Black Mountain College

Exkursion

Black Mountain. An Interdisciplinary Experiment 1933 – 1957, Hamburger Bahnhof Berlin

Imprint
Curators: Eugen Blume, Gabriele Knapstein
Curatorial assistance and project management: Matilda Felix
Architecture + Exhibition Design: raumlabor_berlin
Carrier: Staatliche Museen

Black Mountain. An Interdisciplinary Experiment 1933 – 1957 presents the first comprehensive exhibition on Black Mountain College to take place in Germany. The show appears as a temporary exhibition at Hamburger Bahnhof, and guides visitors chronologically through the school’s history and creative production.

The exhibition includes authentic art objects produced by Black Mountain students and faculty, as well as original letters, documents, and reading materials from the progressive education movement (John Dewey’s Art as Experience, for example) that lend further insight into the life of the school.

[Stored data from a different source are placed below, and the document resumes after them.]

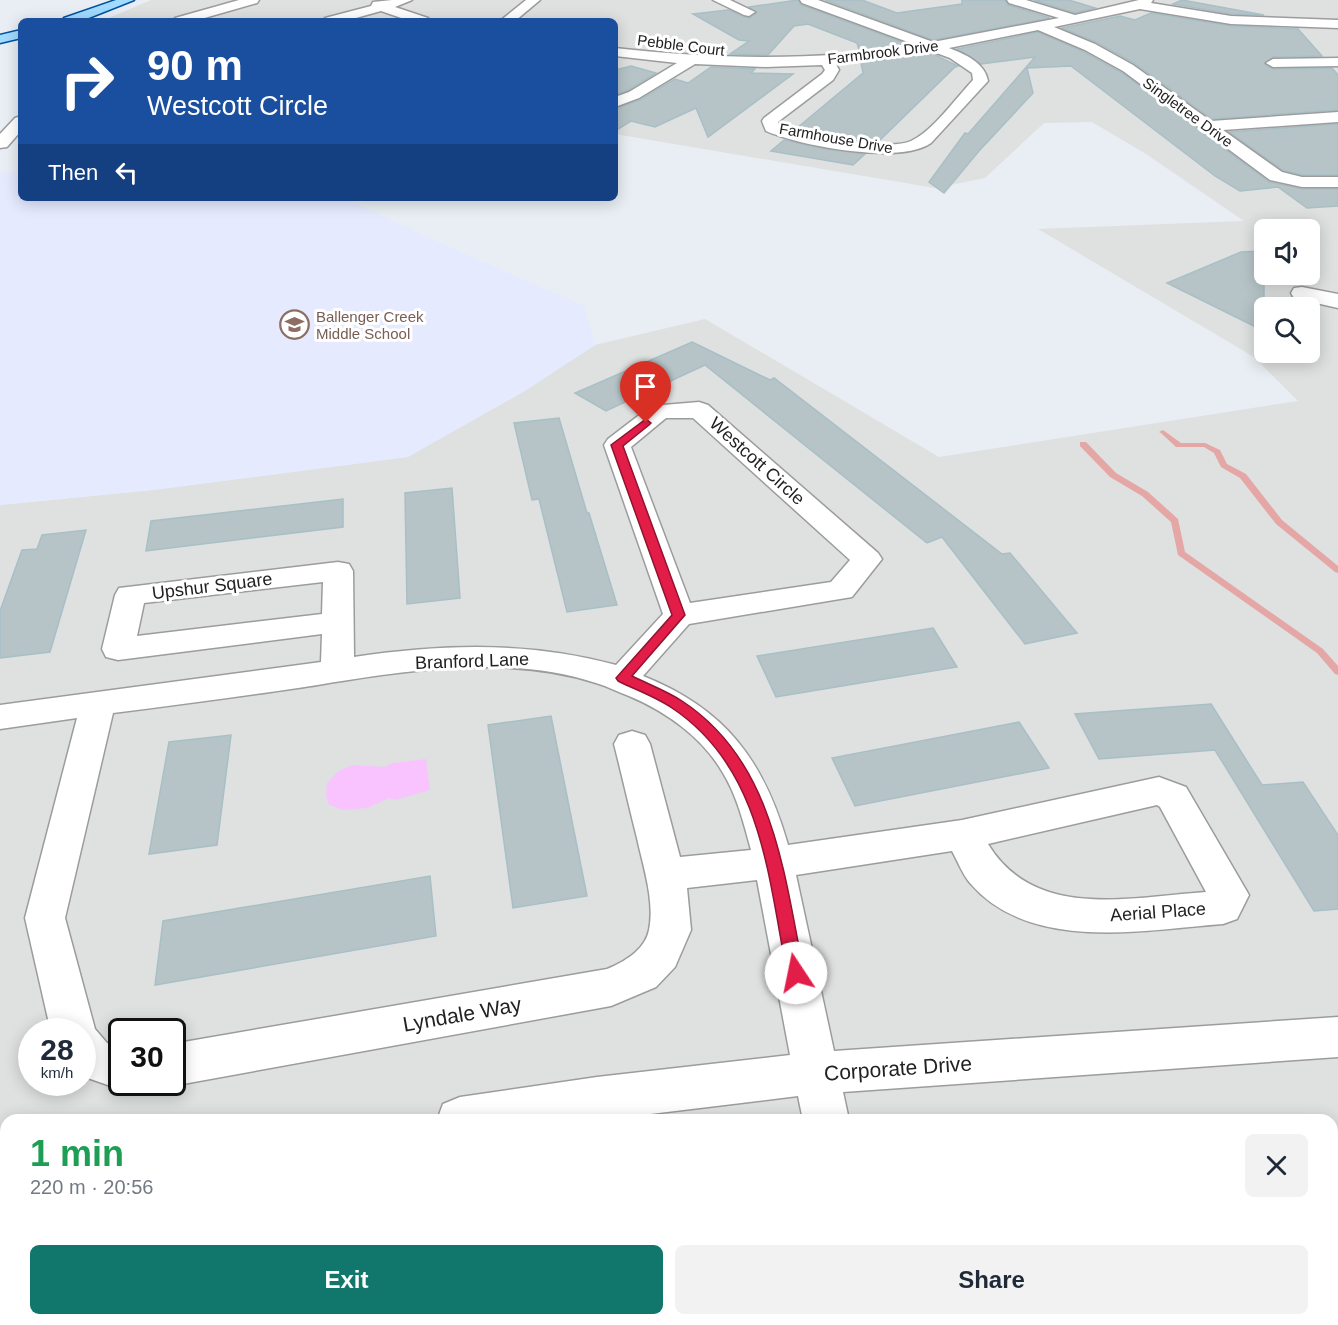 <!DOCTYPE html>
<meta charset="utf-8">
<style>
body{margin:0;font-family:Helvetica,sans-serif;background:#f2f2f3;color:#1f2937;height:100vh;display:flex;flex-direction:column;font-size:22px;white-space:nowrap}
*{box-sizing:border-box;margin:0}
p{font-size:20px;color:#747a83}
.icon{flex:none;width:33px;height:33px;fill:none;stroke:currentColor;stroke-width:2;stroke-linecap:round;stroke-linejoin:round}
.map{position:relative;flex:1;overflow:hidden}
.details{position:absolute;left:0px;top:1114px;width:1338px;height:212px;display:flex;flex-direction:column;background:#fff;border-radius:18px 18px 0 0;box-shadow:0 3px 15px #0003}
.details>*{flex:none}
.banner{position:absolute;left:18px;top:18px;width:600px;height:183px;border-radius:9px;box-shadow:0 3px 15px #0003;background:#1a4fa0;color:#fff;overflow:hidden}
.buttons{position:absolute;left:1254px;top:219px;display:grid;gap:12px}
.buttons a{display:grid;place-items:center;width:66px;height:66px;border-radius:9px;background:#fff;box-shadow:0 3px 15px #0003;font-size:30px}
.speed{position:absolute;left:18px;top:1018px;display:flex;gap:12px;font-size:30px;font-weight:700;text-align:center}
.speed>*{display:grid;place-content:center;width:78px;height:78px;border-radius:50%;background:#fff;box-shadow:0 3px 15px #0003;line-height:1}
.speed small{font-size:15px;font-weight:400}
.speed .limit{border:3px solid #111;border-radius:9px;background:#fff;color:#111}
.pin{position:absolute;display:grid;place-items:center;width:51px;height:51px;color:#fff;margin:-62px -26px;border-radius:50% 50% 50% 0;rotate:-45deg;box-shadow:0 0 6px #0007}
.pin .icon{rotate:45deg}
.me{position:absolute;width:66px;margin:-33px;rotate:349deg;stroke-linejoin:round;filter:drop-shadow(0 0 4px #0008)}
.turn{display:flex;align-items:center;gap:21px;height:126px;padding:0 30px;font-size:27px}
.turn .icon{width:78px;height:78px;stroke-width:2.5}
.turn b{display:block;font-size:42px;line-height:51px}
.then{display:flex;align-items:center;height:57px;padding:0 30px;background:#0003;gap:12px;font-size:22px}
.round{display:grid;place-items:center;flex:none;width:63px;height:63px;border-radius:9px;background:#f2f2f3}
.headline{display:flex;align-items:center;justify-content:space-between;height:102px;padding:0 30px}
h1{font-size:36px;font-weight:700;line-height:45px;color:#1e9e55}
.primary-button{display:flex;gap:12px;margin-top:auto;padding:12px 30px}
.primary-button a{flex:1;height:69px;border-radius:9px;background:#11766c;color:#fff;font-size:24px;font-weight:700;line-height:69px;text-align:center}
.primary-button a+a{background:#f2f2f3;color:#1f2937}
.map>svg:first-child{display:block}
.residential{fill:#dfe0e0;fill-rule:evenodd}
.education{fill:#e5eaff}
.park{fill:#f9c3ff}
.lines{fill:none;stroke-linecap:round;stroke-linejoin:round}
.stream{fill:#e4a7a5;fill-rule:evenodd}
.building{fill:#b6c4c8;stroke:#a8bfc6;stroke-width:1.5}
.minor-casing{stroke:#9c9c9c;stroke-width:3}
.major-casing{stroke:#0052a0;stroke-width:3}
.minor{fill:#fff;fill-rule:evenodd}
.major{fill:#a1dbff;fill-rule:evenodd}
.route{fill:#e11d48;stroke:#92132f;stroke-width:1.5}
.labels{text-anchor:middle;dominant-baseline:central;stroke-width:6;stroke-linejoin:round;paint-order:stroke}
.far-street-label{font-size:15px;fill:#222;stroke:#fff}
.far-education-label{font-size:15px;fill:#785e54;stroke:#fff;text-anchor:start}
.street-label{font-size:18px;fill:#222;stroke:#fff}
.near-street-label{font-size:21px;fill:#222;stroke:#fff}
</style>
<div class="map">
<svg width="1338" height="1325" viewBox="0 0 1338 1325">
<rect width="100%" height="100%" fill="#e8eef3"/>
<!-- residential -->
<path class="residential" d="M151,0H1338V1325H0V505L153,490L407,457L523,392L595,345L705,319L939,457L1298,401L1254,357L1038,229L1244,221L1146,154L1092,122L1044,123L985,178L935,188L615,134V21H102ZM1264,230H1310V274H1264ZM1264,308H1310V352H1264ZM32,1032H82V1083H32ZM122,1032H172V1083H122ZM6,1120H1332V1320H6Z"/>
<!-- education -->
<polygon class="education" points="21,172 21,198 344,198 440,243 584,306 595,345 523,392 408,457 153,490 0,505 0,173"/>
<!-- park -->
<polygon class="park" points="426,759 430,790 395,800 389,798 367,808 344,810 329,805 326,796 327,783 339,771 353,765 384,767 392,763"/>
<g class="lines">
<!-- stream -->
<g class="stream">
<polygon points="1163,430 1181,443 1205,443 1220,450 1227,464 1246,474 1282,520 1338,566 1338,573 1335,572 1276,524 1240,478 1221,467 1214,453 1204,447 1176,447 1161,433 1159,432"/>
<polygon points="1080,442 1086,442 1116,473 1148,492 1178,519 1185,552 1323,649 1338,666 1338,675 1335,674 1317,653 1178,555 1171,522 1142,496 1110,477 1080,446"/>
</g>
</g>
<!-- building -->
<g class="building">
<polygon points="798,0 801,5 907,44 859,50 857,43 808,24 794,26 768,55 730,54 749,41 739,40 693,14 728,10 749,18 757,13 749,7"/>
<polygon points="825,0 862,0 897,13 962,4 962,0 1005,0 1008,5 1050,18 933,40"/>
<polygon points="1034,0 1069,0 1095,8 1075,13"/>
<polygon points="1182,0 1264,15 1231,14 1173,4"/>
<polygon points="1151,13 1231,26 1298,29 1322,56 1273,57 1264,64 1273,69 1332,68 1338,75 1338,110 1212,119 1134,63 1096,42 1062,28 1120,16 1135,20"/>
<polygon points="1038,32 1084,52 1122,73 1269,182 1302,189 1338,189 1338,206 1307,208 1278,187 1240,191 1215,176 1071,66 1027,68 1033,93 979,151 944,193 929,182 965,133 968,134 1035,57 981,64 957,49"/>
<polygon points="931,53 958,66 955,67 878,142 797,128 863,73 861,63"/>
<polygon points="631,66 656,73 628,90 615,95 615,70"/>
<polygon points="711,67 755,69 751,73 793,74 708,137 696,108 655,127 631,121 615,131 615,109 640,100 675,79 688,83"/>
<polygon points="1338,124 1338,175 1302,175 1283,170 1229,132"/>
<polygon points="784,140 825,149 865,154 853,165 771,151"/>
<polygon points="1264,251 1264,331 1167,283 1241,252"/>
<polygon points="692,342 770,380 774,378 1002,554 1010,553 1077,633 1025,644 942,537 927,543 705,365 606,411 575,393"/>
<polygon points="559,418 587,513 589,513 617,605 567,612 539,499 532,500 514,423"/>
<polygon points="452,488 460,598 407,604 405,493"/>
<polygon points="343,499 343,527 146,551 151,521"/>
<polygon points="86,530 50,652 0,658 0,611 22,550 37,549 42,535"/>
<polygon points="933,628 957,667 776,697 757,656"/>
<polygon points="1211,704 1262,785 1303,782 1338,835 1338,909 1314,911 1215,750 1099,759 1075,714"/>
<polygon points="551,716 587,896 513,908 488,725"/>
<polygon points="1019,722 1049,768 855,806 832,758"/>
<polygon points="231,735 217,845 149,854 169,742"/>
<polygon points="430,876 436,936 155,985 163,921"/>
</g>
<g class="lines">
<defs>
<g id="minor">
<polygon points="239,0 259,0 257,3 194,21 173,21 175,18"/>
<polygon points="392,0 412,0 395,7 428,18 430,21 410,21 381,11 345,21 323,21 325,18 371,6 373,2"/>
<polygon points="526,0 540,0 515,21 500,21"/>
<polygon points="713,0 730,0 755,12 749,16 744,15"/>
<path d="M800,0H818L933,42L1059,18L1009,3L1007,0H1026L1075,15L1139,0H1153L1151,3L1231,16L1338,20V28L1231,24L1140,9L1054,27L1095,44L1133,65L1211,121L1338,112V122L1223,130L1282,172L1302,177H1338V187H1302L1270,180L1123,71L1085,50L1038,30L949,48C965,54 985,63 988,81L931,143C900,165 800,146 766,131L762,121L764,118L822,74L825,70L822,65L766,67L695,64L639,98L615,107V97L629,92L677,63L615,56V48C716,59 815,62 916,45L802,3ZM931,51L950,58L972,73L973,80C956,98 933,131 911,141C886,152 816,133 788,129L779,125L778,122L783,118L833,80L839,70L836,64Z"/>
<polygon points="1338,58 1338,66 1273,67 1266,63 1273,59"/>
<polygon points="21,116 21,131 7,147 0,148 0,134 15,118"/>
<polygon points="1302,287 1338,294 1338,308 1294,298 1291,293 1294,288"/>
<path d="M699,402L708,405L878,553L882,559L852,597L689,624L643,676C726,709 764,761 788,845L962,820L1159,777L1186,787L1249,895L1237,919L1223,924C1143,930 1030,953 970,883C963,875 958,862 952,851L796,875L834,1051L1338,1017V1057L843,1092L849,1120H803L798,1096L601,1120H437L443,1104L460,1097L597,1077L790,1055L757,880L687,888L691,930L675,967L656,987L611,1006L172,1086L164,1083H172V1044L607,969C624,962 645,950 649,930C655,901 643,866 637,838C629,807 622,775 614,744L619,735L632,731L645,735L650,744L680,857L751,850C744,824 737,796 723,773C703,738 667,712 629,696C618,692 607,686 596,683C501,652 394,673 298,688C236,697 175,705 113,713L65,918L95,1029L107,1043L122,1048V1083H139L122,1090L82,1076V1032H51L25,918L77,718L0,729V705L321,662L322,634L118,660L106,657L102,649L115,595L119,588L338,562L349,564L353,571L354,657C442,644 529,641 616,665L663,614L604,445L608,439L651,406ZM666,418H693L850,560L831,582L690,603L631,447ZM323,582L322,614L137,636L144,603ZM1157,805L1160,807L1206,892C1130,897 1035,921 988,844Z"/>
<polygon points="6,1197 6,1247 0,1248 0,1198"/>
<polygon points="619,1320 673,1320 672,1325 618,1325"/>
<rect x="832" y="1320" width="54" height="5"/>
</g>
<g id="major">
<polygon points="116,0 134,0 81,21 62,21 64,18"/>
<polygon points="21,30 21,38 0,43 0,35"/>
</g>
</defs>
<!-- minor casing -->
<use href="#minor" class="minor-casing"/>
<!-- major casing -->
<use href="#major" class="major-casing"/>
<!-- minor -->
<use href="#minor" class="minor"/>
<!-- major -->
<use href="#major" class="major"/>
</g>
<!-- route -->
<path class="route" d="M646,419L651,423L649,425L623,446L685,615L632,676C648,684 667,691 682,701C774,761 784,874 804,973L802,979L796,981L789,979L787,973C768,876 762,768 672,708C656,697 636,690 618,681L616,678L672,615L611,445Z"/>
<!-- icons -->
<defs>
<symbol id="school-ring" viewBox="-11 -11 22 22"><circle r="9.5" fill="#fff" stroke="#8d6e63" stroke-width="1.5"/><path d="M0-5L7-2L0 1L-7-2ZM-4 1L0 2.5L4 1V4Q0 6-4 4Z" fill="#8d6e63"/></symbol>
</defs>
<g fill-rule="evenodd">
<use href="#school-ring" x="278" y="308" width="33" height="33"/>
</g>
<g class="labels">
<!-- far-street labels -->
<g class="far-street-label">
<text transform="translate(681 45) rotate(7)">Pebble Court</text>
<text transform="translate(883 52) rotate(-7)">Farmbrook Drive</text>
<text transform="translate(1188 112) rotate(36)">Singletree Drive</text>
<text transform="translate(836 138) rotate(10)">Farmhouse Drive</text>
</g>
<!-- far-education labels -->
<g class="far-education-label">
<text x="316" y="316">Ballenger Creek<tspan x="316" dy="17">Middle School</tspan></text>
</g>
<!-- street labels -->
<g class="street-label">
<text transform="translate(757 461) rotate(42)">Westcott Circle</text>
<text transform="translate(212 586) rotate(-7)">Upshur Square</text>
<text transform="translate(472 661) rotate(-2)">Branford Lane</text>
<text transform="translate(1158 912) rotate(-4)">Aerial Place</text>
</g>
<!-- near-street labels -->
<g class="near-street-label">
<text transform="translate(462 1014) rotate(-10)">Lyndale Way</text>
<text transform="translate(898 1068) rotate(-4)">Corporate Drive</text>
</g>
</g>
</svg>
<div class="buttons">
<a><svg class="icon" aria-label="sound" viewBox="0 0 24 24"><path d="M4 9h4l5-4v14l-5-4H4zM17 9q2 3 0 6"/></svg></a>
<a><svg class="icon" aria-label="search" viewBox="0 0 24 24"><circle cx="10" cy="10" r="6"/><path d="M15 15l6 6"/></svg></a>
</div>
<div class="speed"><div>28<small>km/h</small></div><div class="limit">30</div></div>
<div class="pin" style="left:646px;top:423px;background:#d93025"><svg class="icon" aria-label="arrive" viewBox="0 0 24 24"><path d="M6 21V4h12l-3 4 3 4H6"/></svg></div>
<svg class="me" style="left:796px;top:973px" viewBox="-20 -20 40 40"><circle r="19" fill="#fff"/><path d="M0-13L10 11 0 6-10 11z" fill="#e11d48"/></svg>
<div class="banner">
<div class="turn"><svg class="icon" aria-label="right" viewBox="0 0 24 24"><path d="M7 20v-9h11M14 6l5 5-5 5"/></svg><div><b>90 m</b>Westcott Circle</div></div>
<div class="then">Then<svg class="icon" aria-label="left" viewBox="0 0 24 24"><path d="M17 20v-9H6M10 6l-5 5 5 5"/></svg></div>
</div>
<section class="details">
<div class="headline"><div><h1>1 min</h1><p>220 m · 20:56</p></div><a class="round"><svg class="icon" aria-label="close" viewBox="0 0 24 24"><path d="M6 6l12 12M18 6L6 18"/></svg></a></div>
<div class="primary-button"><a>Exit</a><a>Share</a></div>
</section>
</div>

The overall chronological structure of the exhibition breaks down at a finer level into vignettes that highlight particular moments, stories, or individuals: the early episode in which John Andrew Rice writes to Josef Albers in the hopes that he and his wife, Anni, will join the faculty; spaces devoted to work by Buckminster Fuller, Robert Rauschenberg, or John Cage’s experimental music. The arrangement of these vignettes serves a helpful, didactic function by allowing a visitor’s knowledge of Black Mountain College to build up in graspable pieces.

Stylistically, the most prominent aspect of the exhibition is its use of plywood throughout the display structures. This is a visually striking choice of material—particularly in the context of a refined, white-walled museum—and lends the show a low-cost, ‘DIY’ aesthetic that is elegantly plain. This is a thoughtful creative decision for raumlabor_berlin to have made, as it echoes the way in which dwellings at Black Mountain College were constructed informally by students and faculty themselves.

Perhaps the central curatorial challenge of the show consists in balancing between showcasing artwork and providing historical context. While Black Mountain College produced a wealth of artistic achievement, showcasing this alone would be insufficient for providing a historical account of the school as a place of learning and a community with particular values and ideas. On the other hand, recounting the history of the school without emphasizing the artistic production it encouraged would be equally insufficient, for this would neglect and understate the work for which the college is remembered. Curators Eugene Blume and Gabriele Knapstein succeed in striking a balance between these two approaches, creating an exhibition in which visitors are led between spaces that alternate between emphasizing artwork over historical context and vice versa. The artworks are displayed simply, elegantly, and spaciously, while the historical documents and books are displayed more densely in groupings inside glass and plywood display cases. This back-and-forth has the added benefit of allowing visitors to focus primarily on the artwork or the history if they so choose. A number of large, vinyl, paragraph-length texts appear on walls throughout (in both Deutsch and English), weaving together the whole.

The exhibition is very much worth visiting purely for its art. Even more so, the books, letters, and other original documents it contains provide a particularly special chance to appreciate Black Mountain College for the day-to-day character it cultivated as a community and place of learning.